There’s a meme going around that goes like this:
Jesus: “Love your enemies. Do good to those who hate you.”
Onlooker: “But Lord, what if they’re Muslim?”
Jesus: “…Ok, let me start again from the beginning.”
I’ve found myself having a love/hate relationship with this meme and its variations!
Loving your enemies is revolutionary. “If I have not love” and all that. It is so important. However that’s not what I see as the big issue for some of today’s Christians. I don’t see the “Muslim” bit as the issue, either.
What I do see as the big issue is the disconnect some Christians have with love. It’s easy when your love is a love from afar, when it is not challenged, when you’re not in a warzone. When the term “Muslim” is occasionally heard on the news, we quickly rationalise that not all Muslims are like those extreme examples. Now we’ve mentally created a subgroup of Muslims that are easy to love and thus satisfy ourselves.
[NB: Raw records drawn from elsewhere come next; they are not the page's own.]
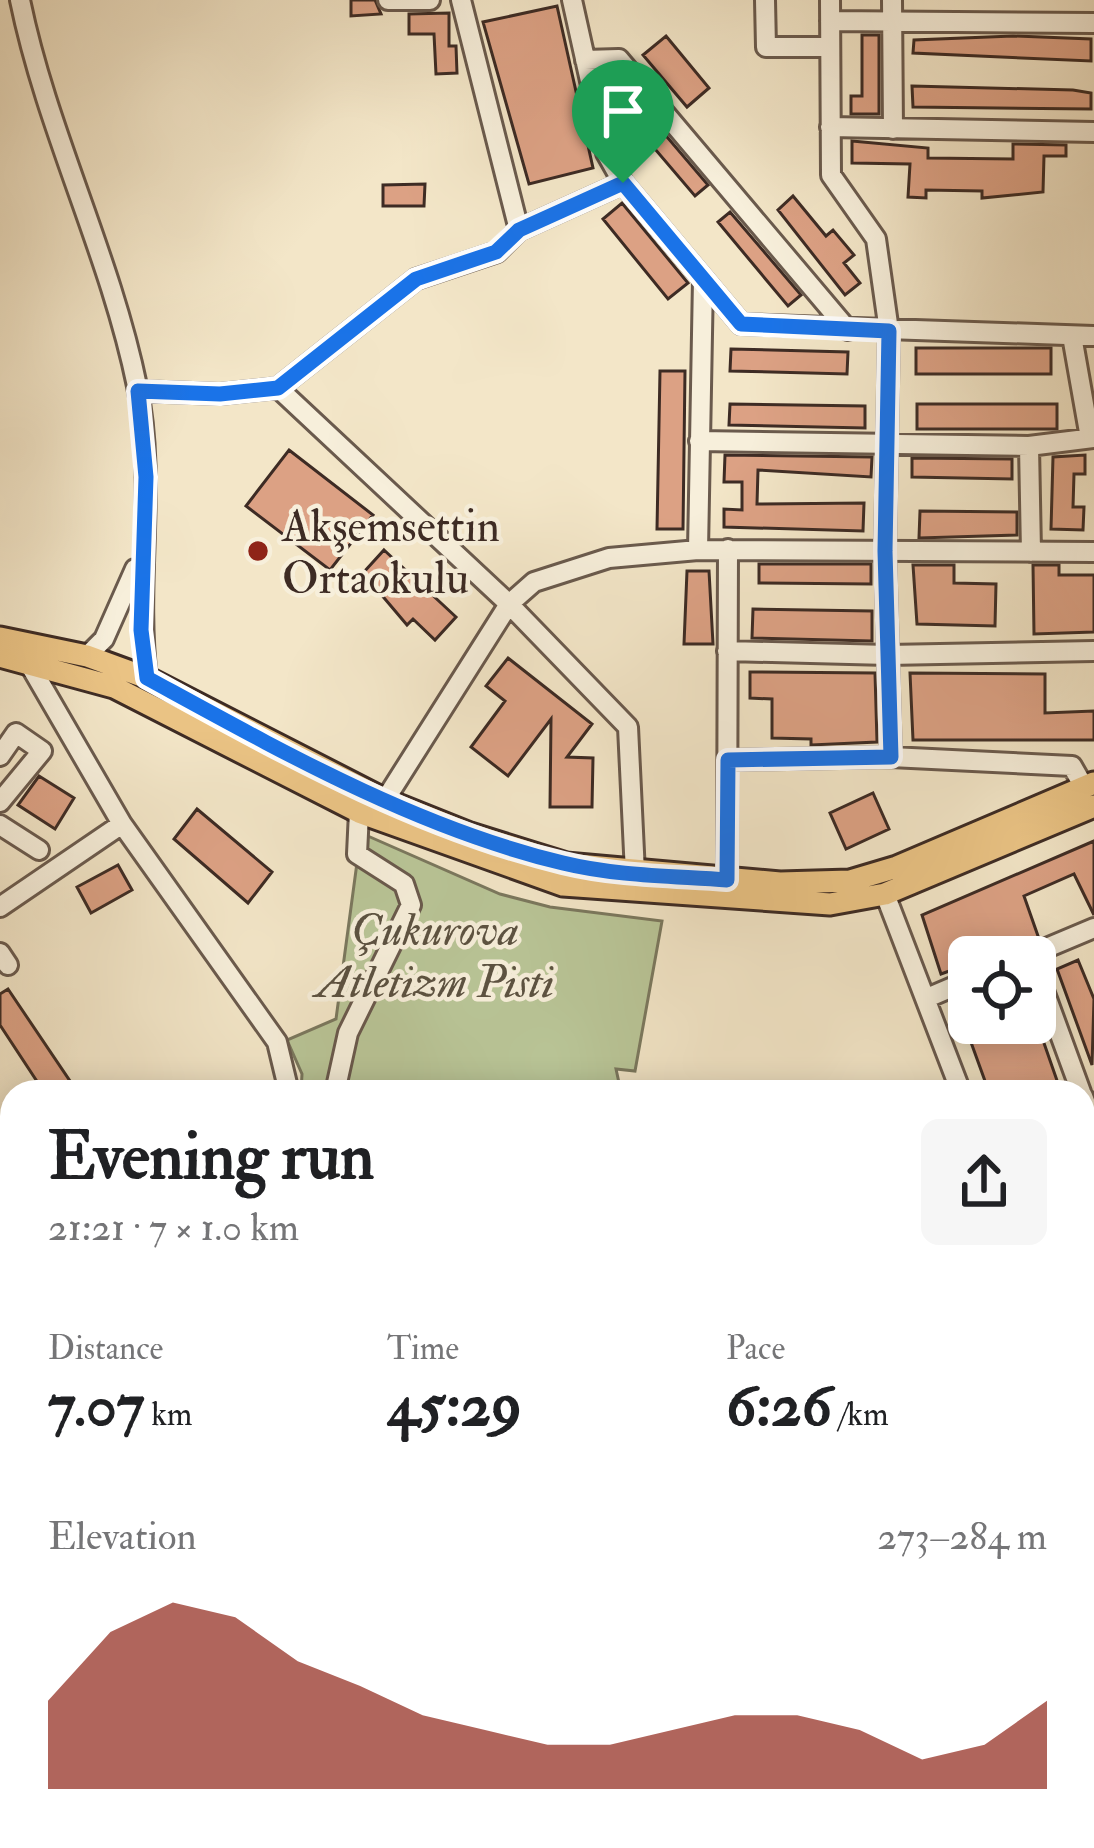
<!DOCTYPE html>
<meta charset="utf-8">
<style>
:root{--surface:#fff;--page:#f6f6f6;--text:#202124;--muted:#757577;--accent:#8f2418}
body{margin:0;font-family:"IM FELL Double Pica",serif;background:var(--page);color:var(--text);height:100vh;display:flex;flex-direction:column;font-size:45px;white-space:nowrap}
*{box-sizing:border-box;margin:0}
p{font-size:39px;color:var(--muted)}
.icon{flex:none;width:66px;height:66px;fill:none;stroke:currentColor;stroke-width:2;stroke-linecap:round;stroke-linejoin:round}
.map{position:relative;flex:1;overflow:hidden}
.details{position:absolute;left:0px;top:1080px;width:1095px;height:768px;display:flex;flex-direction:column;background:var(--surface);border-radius:36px 36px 0 0;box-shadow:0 6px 30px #0003}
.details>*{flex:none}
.tools{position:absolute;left:948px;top:936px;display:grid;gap:24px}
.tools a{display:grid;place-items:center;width:108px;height:108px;border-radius:18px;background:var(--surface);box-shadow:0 6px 30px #0003;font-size:60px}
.pin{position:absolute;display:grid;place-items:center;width:102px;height:102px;color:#fff;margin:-123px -51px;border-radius:50% 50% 50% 0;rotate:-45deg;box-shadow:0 0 12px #0007}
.pin .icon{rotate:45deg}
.round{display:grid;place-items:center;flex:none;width:126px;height:126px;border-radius:18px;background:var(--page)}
.summary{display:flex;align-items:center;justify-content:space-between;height:204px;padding:0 48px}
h1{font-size:66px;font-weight:700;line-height:90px}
.metrics{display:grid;grid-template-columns:repeat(3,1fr);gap:18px;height:204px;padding:12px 48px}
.metrics div{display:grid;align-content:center}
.metrics b{font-size:60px;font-weight:700}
.metrics small{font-size:33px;font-weight:400}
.metrics p{font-size:33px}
.chart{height:336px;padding:24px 48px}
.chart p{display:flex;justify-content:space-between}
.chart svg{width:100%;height:216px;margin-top:12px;fill:var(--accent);opacity:.7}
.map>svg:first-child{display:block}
.green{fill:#b9c597;stroke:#7b785e;stroke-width:3}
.building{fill:#dca184;stroke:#3d2b24;stroke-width:3}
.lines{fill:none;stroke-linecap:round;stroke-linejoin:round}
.minor-casing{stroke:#6a5a4d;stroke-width:24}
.major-casing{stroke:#3d2b24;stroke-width:27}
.highway-casing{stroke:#3d2b24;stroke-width:33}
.minor{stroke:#f7efdb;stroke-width:18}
.major{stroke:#eac384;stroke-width:21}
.highway{stroke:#eac384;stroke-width:27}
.route-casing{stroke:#fff;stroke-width:24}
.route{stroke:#1a73e8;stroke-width:15}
.poi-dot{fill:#8f2418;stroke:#f7efdb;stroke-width:4.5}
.labels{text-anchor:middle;stroke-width:9;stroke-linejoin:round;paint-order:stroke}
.poi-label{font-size:45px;fill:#3d2b24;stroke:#f7efdb;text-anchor:start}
.park-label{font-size:45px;font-style:italic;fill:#5c5241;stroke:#f7efdb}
</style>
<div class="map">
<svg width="1094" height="1848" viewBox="0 0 1094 1848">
<rect width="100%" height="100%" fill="#f3e6c8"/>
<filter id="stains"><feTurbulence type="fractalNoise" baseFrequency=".00167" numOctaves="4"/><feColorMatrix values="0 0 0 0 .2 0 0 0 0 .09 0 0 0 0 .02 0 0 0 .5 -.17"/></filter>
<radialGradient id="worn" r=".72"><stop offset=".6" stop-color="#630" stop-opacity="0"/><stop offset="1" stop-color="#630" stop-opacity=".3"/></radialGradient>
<path class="green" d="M361,833L500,894L550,907L662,921L635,1071L616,1069L621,1092H301L302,1074L287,1040L336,1019Z"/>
<path class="building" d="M351,0H375L381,14L351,16Z
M557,6L593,168L529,184L483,22Z
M449,13V46H456L457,73L436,74L434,34H409V14Z
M862,35H879V114H851V96H862Z
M666,36L709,88L687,107L643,55Z
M1013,36L1091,39V61L913,53L914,40Z
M912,86L1073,90L1091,93V109L913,107Z
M639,104L708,185L695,196L626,115Z
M852,141L928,148V158L1013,159V144L1066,145V156H1044L1043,192L982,198V191L926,190V198L908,197L910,164L852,163Z
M425,184L424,206H383V185Z
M793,196L826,236L833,230L854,255L844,263L860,283L845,295L778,210Z
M622,203L688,283L668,299L603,219Z
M730,212L801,295L788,306L718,222Z
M916,348H1051V374H916Z
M731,349L848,352L847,374L730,371Z
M660,371H685L683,529H657Z
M730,404L865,406V428L729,425Z
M917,404H1057V429H917Z
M289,450L373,515L330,570L246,506Z
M725,455L872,457L871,477L758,470L757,504L864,503L863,531L724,527V509L742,510V482H724Z
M1085,455V474H1074L1073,507H1084L1083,530L1051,529L1053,457Z
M912,458L1012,459V479L912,477Z
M920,511L1017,512V535L919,538Z
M384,550L456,617L435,640L413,619L407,625L363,573Z
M759,564H871V584L759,583Z
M913,565H954V583L996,584L995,626L917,624Z
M1033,565H1059V575H1094V632L1034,634Z
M687,571H709L713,644H684Z
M753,609L872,611V641L752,638Z
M508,658L592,724L567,757L593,758L592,807H550L551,719L508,776L471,747L505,701L486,686Z
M750,672L875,673L877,742L811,745V739L772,738V699L750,698Z
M910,673L1045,674V713L1094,711V740H913Z
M39,776L74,798L55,829L18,805Z
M873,793L889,829L846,849L830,813Z
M197,809L272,872L248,903L174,839Z
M1094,841V915L1074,874L1024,896L1038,936L985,957H969V964L941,974L922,915Z
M118,865L132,890L91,913L77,887Z
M1078,960L1094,999L1092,1065L1057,969Z
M8,989L74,1087L67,1092H44L0,1025V994Z
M964,1023H1037L1061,1092H989Z"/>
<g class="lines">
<defs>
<path id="minor" d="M20,0C47,132 110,254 137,386C157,482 135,581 147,678
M388,0H430
M461,0L519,230
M572,0L606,153L623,183L741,324L1094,336
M765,0L766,47H829
M830,0L831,175L876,239L889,331L885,551L891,757
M892,0L893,129
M830,21L1094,23
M585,60L619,59L848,330
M830,127L1094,132
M1072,336L1090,438
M278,388L509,604L628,727L635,873
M138,391L220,394L278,388L416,279L497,252L519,230L623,183
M699,441L1029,446L1094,438
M1029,446L1031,552
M698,550L703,280
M727,651L888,655L1094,651
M87,656L104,639L135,569
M28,662L122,824L277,1042L289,1092
M0,756L16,733L42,751L0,802
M728,760L891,757L1072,766L1084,787
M385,800L509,604L534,582L609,558L698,550L1094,552
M0,825L39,850
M727,880L728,549
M885,894L961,1092
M0,907L122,824
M0,953L8,965
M1025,957L1094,928
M1035,966L1081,1092
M927,998L969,980
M335,1092L348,1033L411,905L404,884L357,854L359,812
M1083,1096L1094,1126
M0,1144L12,1147
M1083,1313L1094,1308
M0,1323L12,1326
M0,1424L12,1427
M1083,1443L1094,1438
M1089,1557L1094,1558
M0,1721L12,1724
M548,1836L613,1848
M152,1848L155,1836
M273,1848L275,1836
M297,1848L300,1836
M509,1848V1836"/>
<path id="major" d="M0,638L87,656L147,678L385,800L470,834L566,864L780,883L850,881L897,867L1094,783
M0,656L114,687L359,812L563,885L830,904L885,894L1094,806"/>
<path id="highway" d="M0,1509L12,1512
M0,1570L12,1574
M1083,1674L1094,1675
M1083,1710L1094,1712
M1083,1764L1094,1765
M1083,1807L1094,1809"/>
</defs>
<use href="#minor" class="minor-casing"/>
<use href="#major" class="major-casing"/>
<use href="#highway" class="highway-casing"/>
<use href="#minor" class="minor"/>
<use href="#major" class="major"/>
<use href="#highway" class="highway"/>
</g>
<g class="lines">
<defs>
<path id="route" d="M623,183L741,324L889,331L885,551L891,757L728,760L727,880C673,876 616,876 563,863C416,828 279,750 147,678L141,630L146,477L138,391L220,394L278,388L416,279L496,252L519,230Z"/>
</defs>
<use href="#route" class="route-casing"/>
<use href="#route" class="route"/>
</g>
<circle class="poi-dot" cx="258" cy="551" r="12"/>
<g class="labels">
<g class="poi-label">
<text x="282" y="541">Akşemsettin<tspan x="282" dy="52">Ortaokulu</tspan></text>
</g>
<g class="park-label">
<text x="435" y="945">Çukurova<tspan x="435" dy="52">Atletizm Pisti</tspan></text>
</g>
</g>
<rect width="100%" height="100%" filter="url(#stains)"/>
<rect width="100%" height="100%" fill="url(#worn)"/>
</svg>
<div class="tools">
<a><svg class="icon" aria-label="locate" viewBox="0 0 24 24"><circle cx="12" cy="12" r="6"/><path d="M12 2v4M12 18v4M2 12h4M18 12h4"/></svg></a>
</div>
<div class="pin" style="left:623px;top:183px;background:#1e9e55"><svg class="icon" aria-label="arrive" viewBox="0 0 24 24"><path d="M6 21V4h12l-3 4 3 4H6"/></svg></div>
<section class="details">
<div class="summary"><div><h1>Evening run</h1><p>21:21 · 7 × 1.0 km</p></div><a class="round"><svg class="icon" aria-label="share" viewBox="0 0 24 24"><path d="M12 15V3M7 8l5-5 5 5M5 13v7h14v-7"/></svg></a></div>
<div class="metrics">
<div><p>Distance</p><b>7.07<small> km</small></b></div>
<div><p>Time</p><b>45:29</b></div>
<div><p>Pace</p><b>6:26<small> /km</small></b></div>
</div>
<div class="chart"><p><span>Elevation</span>273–284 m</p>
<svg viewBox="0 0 160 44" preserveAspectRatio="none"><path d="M0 44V26L10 12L20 6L30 9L40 18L50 23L60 29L70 32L80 35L90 35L100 32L110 29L120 29L130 32L140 38L150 35L160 26V44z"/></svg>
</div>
</section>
</div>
Please note I’m not attacking Muslims, I’m highlighting our thought process.
For me, the meme would be far more powerful if the question was “But Jesus, what about if they’re causing problems at my church?” because this might start to convict us that this love thing is far harder to do on a personal level than a remote, generalised level.
There’s a danger in thinking we’re following Jesus’ teaching by creating a comfortable but distant entity that we can feel good about because our ‘love’ for them is demonstrated as not judging them, when we should realise there are people in our immediate social circles who, whilst much harder to love, are our front line when it comes to acting out Jesus’ directive.